Thanks to global warming and climate change crisis, beachfront property might not seem like a feasible option in the future. Increase in sea level will definitely impact such properties as the world’s geography undergoes some serious changes. The New York Times mentions that:

According to a 2000 report by the Heinz Center for Science, Economics and the Environment, at least a quarter of the houses within 500 feet of the United States coast may be lost to rising seas by 2060. There were 350,000 of these houses when the report was written, but today there are far more.
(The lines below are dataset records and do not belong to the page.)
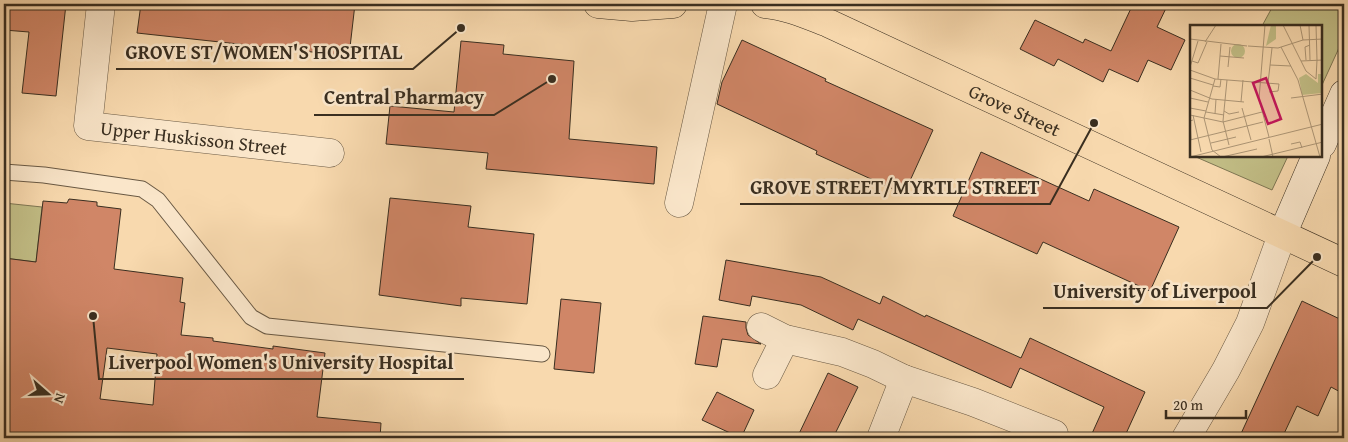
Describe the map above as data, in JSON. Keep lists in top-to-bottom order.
{
  "streets": {
    "main road": ["Grove Street"],
    "street": ["Upper Huskisson Street"]
  },
  "places": [
    "GROVE ST/WOMEN'S HOSPITAL",
    "Central Pharmacy",
    "GROVE STREET/MYRTLE STREET",
    "University of Liverpool",
    "Liverpool Women's University Hospital"
  ],
  "scale_bar": "20 m",
  "north": "right"
}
That is indeed a significant impact and this time, it will not affect the lower income group of people like it did in the aftermath of Hurricane Katrina. Denial may work for some time but in the long run, beachfront properties will be the first line of defense in our battle against rising waters. And as we have been constantly reminded, nature always wins.

Too Ambitious

We finally heard back from the EPA’s P3 [People, Prosperity, and Planet] Request for Proposals and sadly, they rejected our grant application. The reason – too ambitious and infeasible for the allocated grant money. Well, they are right. We had submitted a proposal suggesting developing a sustainable model to rebuild Southern Louisiana by seeking to analyze risk perceptions and economic necessities of residents that force them to make unsustainable choices.

On the flip side, it is not entirely lost. We can always choose to divide up our proposal and resubmit to other funding organizations or just modify this and send it off to a larger funding organization. In lieu of Katrina hurricane, we found our proposal quite timely and had managed to keep the scope of the project broad enough to warrant adequate examination of the research issues involved. Restricting ourselves to a particular region of Louisiana or just to media-popular New Orleans would have led us to ignore correlational factors that influence every move in the southern state.
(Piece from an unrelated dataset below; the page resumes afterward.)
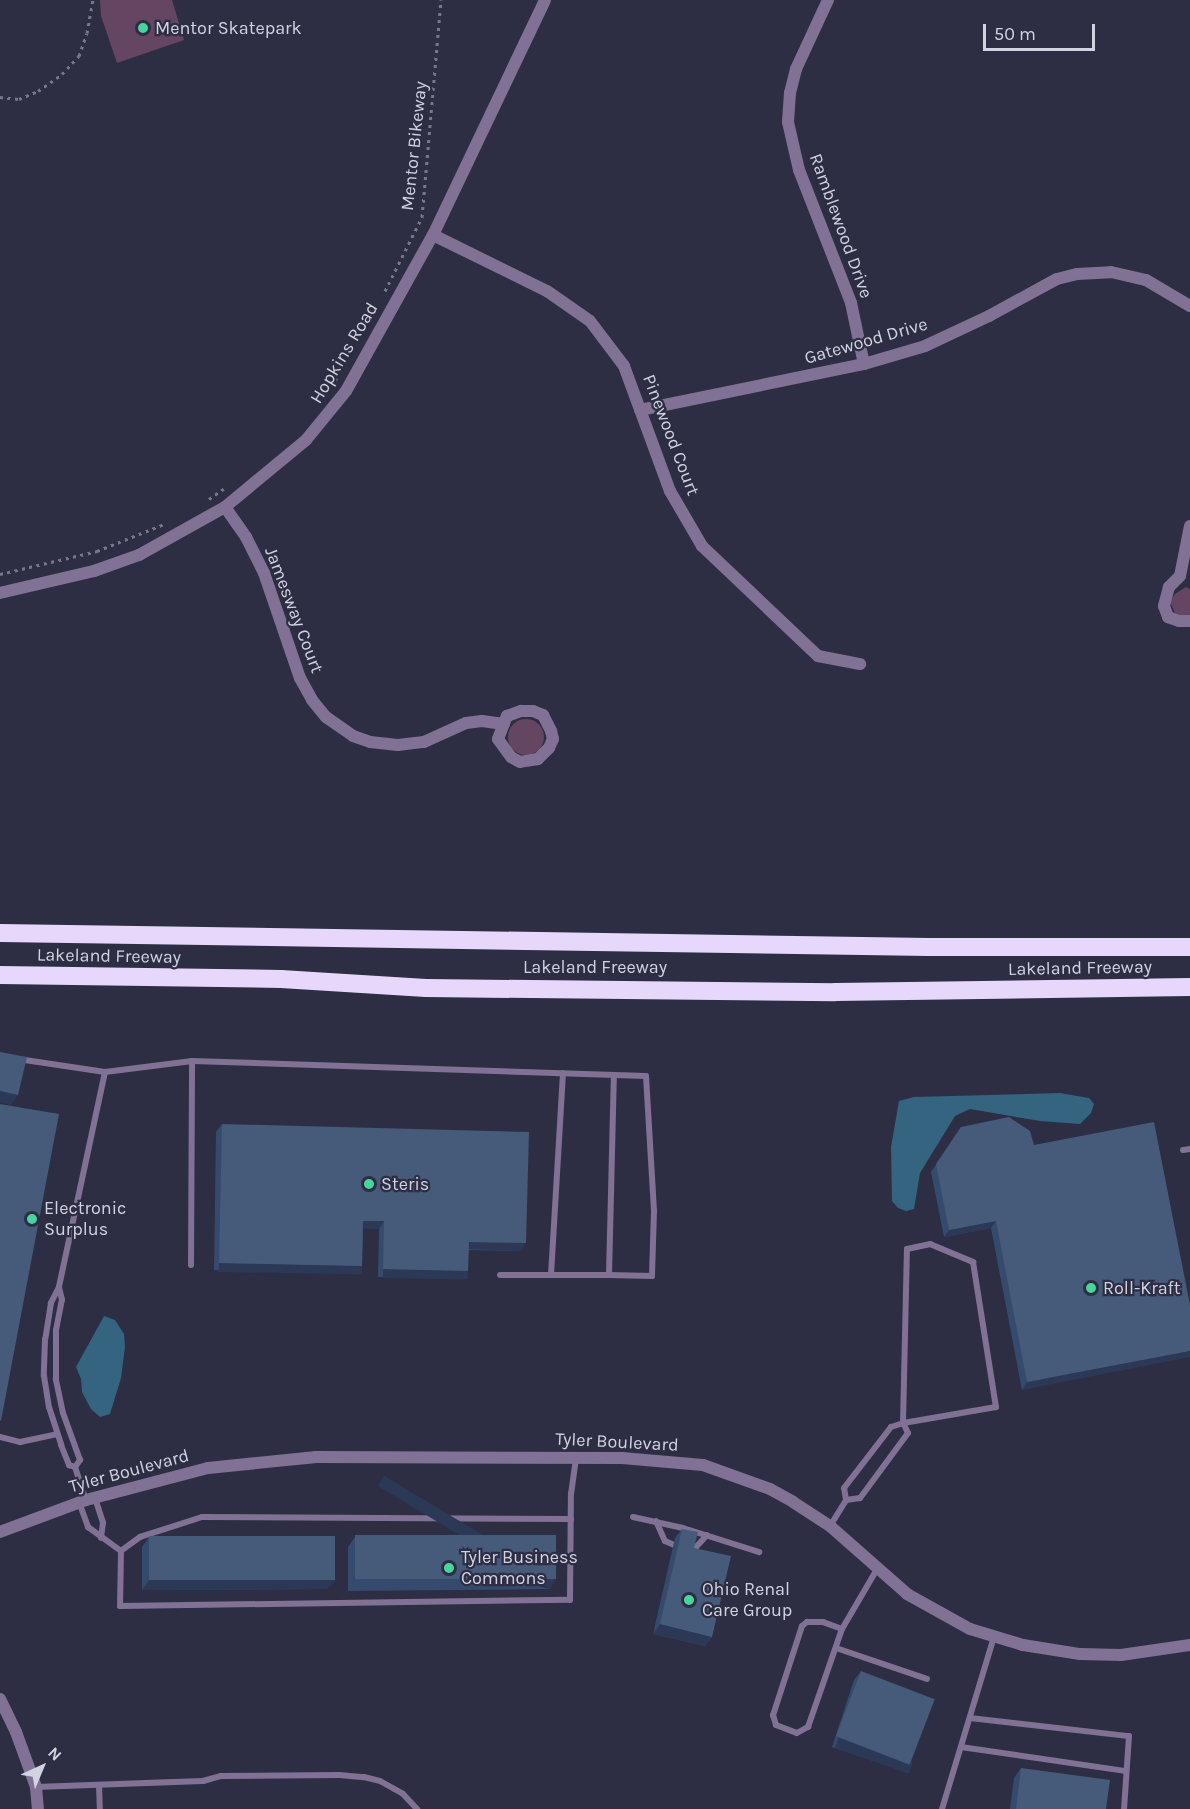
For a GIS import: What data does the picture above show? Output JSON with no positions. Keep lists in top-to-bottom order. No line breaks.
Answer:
{"streets":{"highway":["Lakeland Freeway"],"street":["Ramblewood Drive","Gatewood Drive","Hopkins Road","Pinewood Court","Jamesway Court","Tyler Boulevard"],"path":["Mentor Bikeway"]},"crossings":[["Ramblewood Drive","Gatewood Drive"],["Gatewood Drive","Pinewood Court"],["Hopkins Road","Pinewood Court"],["Hopkins Road","Jamesway Court"]],"places":["Mentor Skatepark","Steris","Electronic Surplus","Roll-Kraft","Tyler Business Commons","Ohio Renal Care Group"],"scale_bar":"50 m","north":"top right"}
Climate change data has shown how everything is interrelated and a little bit of tweaking elsewhere can have larger implications often unintended elsewhere. Developing a sustainable model for Louisiana (and New Orleans) cannot be a piecemeal project but has to encapsulate the larger region. This may not have been possible within the parameters of the P3 Project but hopefully, the EPA takes this issue seriously enough to allot more funds for such a study.